- **Data**:
━━━━━━━━

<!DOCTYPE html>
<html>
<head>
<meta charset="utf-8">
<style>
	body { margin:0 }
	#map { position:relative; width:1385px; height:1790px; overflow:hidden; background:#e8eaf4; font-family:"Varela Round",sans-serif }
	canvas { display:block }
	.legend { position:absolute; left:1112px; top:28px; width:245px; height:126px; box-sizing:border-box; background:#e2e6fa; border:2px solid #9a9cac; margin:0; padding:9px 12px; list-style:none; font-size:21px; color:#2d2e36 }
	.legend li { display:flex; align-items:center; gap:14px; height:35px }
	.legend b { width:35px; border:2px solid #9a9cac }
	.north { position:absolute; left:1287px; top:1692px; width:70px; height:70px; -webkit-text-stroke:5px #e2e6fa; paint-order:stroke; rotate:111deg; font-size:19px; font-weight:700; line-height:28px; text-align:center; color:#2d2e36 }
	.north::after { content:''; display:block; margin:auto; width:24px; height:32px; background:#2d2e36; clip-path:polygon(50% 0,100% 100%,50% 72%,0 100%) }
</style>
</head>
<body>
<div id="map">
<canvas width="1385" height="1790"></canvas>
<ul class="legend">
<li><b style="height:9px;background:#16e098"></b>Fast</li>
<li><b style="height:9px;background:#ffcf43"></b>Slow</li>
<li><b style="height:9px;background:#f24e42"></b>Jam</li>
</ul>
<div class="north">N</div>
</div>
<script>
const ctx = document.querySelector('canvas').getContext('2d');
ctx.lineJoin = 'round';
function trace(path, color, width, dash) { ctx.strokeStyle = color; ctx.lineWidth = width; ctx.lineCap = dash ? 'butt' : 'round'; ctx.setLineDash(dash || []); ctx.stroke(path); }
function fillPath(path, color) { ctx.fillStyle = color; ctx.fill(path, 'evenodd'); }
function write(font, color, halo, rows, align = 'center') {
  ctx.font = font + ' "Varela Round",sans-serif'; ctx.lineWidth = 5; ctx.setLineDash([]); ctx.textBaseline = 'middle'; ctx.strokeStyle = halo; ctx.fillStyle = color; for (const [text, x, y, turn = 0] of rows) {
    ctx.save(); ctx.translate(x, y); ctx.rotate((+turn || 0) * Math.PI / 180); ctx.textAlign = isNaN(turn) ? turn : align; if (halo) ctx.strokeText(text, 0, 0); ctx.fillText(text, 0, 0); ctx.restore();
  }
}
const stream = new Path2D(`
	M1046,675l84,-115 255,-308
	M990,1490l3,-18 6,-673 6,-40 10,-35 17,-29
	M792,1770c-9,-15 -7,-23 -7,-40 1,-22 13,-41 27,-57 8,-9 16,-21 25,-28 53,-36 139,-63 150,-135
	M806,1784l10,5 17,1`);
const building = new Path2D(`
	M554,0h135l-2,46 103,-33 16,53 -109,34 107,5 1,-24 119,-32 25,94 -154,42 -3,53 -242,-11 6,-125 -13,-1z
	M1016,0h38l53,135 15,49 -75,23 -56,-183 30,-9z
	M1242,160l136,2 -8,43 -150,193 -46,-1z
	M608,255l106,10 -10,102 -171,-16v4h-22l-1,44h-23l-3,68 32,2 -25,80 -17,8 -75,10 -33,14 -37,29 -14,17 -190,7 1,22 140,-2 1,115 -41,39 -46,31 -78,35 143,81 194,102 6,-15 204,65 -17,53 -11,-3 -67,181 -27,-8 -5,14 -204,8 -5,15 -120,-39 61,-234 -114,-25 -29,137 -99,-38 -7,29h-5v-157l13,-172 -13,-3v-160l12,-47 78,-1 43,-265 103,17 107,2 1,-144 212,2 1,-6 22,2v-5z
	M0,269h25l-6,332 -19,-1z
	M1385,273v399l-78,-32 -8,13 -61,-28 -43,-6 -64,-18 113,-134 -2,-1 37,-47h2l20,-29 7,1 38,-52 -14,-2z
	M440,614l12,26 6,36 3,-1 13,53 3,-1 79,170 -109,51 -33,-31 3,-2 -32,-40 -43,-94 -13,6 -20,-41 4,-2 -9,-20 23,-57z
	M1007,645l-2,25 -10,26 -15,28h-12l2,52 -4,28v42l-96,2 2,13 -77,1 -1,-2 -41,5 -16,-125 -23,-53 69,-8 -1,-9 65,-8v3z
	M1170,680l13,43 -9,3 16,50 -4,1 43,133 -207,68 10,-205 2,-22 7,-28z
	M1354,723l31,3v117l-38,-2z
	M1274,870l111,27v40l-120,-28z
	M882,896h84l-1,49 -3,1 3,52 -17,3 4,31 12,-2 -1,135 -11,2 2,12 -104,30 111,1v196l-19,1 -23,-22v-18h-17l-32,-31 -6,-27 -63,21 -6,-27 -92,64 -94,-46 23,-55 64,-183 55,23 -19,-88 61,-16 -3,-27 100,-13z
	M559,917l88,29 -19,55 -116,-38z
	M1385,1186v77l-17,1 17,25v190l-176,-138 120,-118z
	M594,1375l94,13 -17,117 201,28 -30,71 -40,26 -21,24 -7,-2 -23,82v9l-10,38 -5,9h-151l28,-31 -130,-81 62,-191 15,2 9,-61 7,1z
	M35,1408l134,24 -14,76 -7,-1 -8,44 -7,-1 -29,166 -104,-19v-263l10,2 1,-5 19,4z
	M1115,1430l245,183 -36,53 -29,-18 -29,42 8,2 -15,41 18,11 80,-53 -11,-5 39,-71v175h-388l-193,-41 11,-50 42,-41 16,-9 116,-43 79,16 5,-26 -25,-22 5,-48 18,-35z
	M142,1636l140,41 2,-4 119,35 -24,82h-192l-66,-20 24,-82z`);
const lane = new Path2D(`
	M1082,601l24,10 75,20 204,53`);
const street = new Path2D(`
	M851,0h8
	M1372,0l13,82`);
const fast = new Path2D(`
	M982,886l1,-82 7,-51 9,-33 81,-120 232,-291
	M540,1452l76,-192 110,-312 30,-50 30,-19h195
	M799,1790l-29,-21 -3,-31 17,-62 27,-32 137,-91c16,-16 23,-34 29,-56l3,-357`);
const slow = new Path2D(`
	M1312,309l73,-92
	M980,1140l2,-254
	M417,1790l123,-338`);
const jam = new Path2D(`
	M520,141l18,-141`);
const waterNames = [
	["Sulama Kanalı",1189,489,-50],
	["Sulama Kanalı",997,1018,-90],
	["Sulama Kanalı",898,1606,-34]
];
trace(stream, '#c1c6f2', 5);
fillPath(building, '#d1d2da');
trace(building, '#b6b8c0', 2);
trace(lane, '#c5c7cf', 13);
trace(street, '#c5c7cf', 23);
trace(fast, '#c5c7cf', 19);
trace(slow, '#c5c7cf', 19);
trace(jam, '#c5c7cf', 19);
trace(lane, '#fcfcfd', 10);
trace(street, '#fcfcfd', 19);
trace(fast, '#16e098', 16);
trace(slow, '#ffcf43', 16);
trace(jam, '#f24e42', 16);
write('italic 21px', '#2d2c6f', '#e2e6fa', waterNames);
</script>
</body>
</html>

━━━━━━━━

- **Assigned task**: Out of the listing above, reproduce exactly the lines from the one with "function write(font, color, halo, rows, align" up to and including the one with "ctx.save(); ctx.translate(x, y);".

- **Your response**:
function write(font, color, halo, rows, align = 'center') {
  ctx.font = font + ' "Varela Round",sans-serif'; ctx.lineWidth = 5; ctx.setLineDash([]); ctx.textBaseline = 'middle'; ctx.strokeStyle = halo; ctx.fillStyle = color; for (const [text, x, y, turn = 0] of rows) {
    ctx.save(); ctx.translate(x, y); ctx.rotate((+turn || 0) * Math.PI / 180); ctx.textAlign = isNaN(turn) ? turn : align; if (halo) ctx.strokeText(text, 0, 0); ctx.fillText(text, 0, 0); ctx.restore();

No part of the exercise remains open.